Accessing remote data with xarray usually means working with cloud-optimized formats like Zarr or COGs, the CMIP6 tutorial shows this pattern in detail. These formats were designed to be efficiently accessed over the internet, however in many cases we might need to access data that is not available in such formats.

This notebook will explore how we can leverage xarray’s backends to access remote files. For this we will make use of fsspec, a powerful Python library that abstracts the internal implementation of remote storage systems into a uniform API that can be used by many file-format specific libraries.

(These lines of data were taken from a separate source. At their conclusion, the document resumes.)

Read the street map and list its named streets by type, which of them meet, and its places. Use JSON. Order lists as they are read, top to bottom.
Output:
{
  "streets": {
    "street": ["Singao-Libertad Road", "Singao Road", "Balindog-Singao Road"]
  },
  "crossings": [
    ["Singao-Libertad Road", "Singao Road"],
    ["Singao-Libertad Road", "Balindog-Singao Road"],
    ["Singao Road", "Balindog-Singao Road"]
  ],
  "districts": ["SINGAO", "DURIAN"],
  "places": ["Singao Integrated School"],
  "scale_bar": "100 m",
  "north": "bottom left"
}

Before starting with remote data, it may be helpful to understand how xarray handles local files and how xarray backends work. The following diagram shows the different components involved in accessing data either locally or remote using the h5netcdf backend which uses a format specific library to access HDF5 files.

xarray-access(3)

Let’s consider a scenario where we have a local NetCDF4 file containing gridded data. NetCDF is a common file format used in scientific research for storing array-like data.

xarray backends under the hood#

What happened when we ran xr.open_dataset("path-to-file")?

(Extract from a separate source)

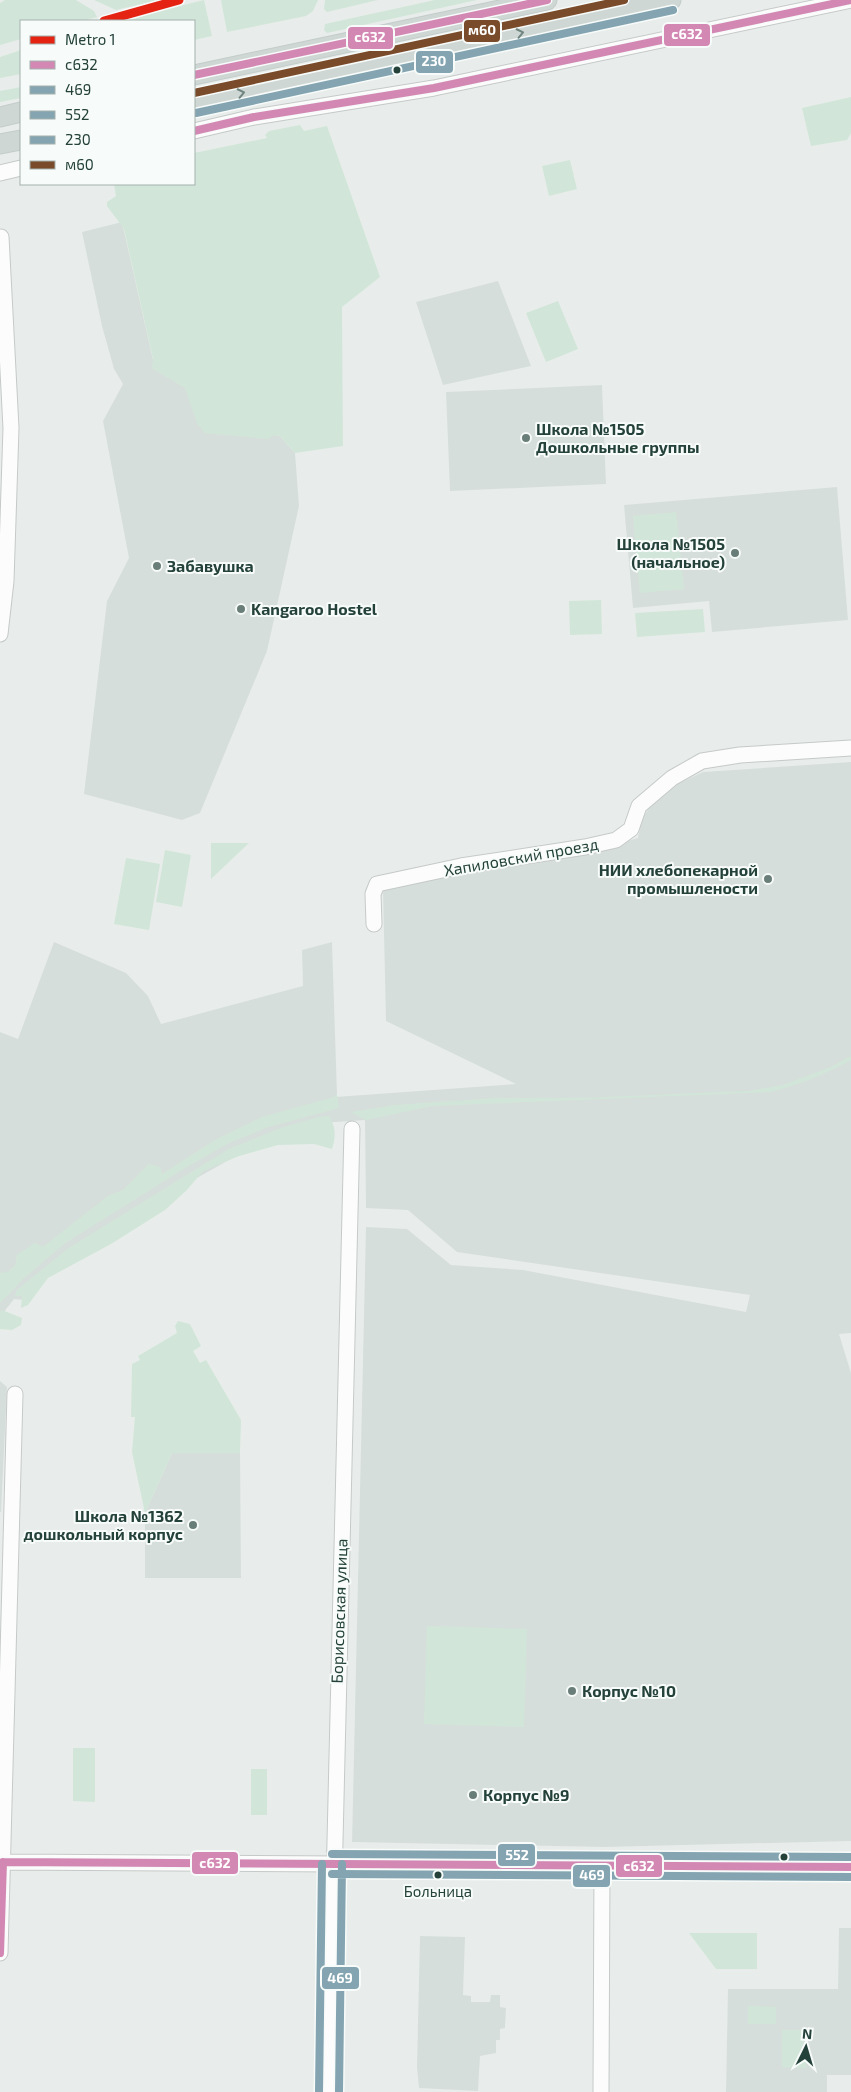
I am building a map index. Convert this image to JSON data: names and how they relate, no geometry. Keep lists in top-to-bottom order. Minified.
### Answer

As we know xarray is a very flexible and modular library. When we open a file, we are asking xarray to use one of its format specific engines to get the actual array data from the file into memory. File formats come in different flavors, from general purpose HDF5 to the very domain-specific ones like GRIB2. When we call open_dataset() the first thing xarray does is try to guess which of the preinstalled backends can handle this file, in this case we pass a string with a valid local path.

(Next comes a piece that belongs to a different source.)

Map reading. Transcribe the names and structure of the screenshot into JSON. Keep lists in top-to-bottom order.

We’ll use a helper function to print a simplified call stack and see what’s going on under the hood.

import sys
from IPython.display import Code


tracing_output = []
_match_pattern = "xarray"


def trace_calls(frame, event, arg):
    if event == 'call':
        code = frame.f_code
        func_name = code.co_name
        func_file = code.co_filename.split("/site-packages/")[-1]
        func_line = code.co_firstlineno
        if not func_name.startswith("_") and _match_pattern in func_file:
            tracing_output.append(f"def {func_name}() at {func_file}:{func_line}")
    return trace_calls


# we enable tracing and call open_dataset()
sys.settrace(trace_calls)
ds = xr.open_dataset(localPath)
sys.settrace(None)

# Print the trace with some syntax highlighting
Code(" \n".join(tracing_output[0:10]), language='python')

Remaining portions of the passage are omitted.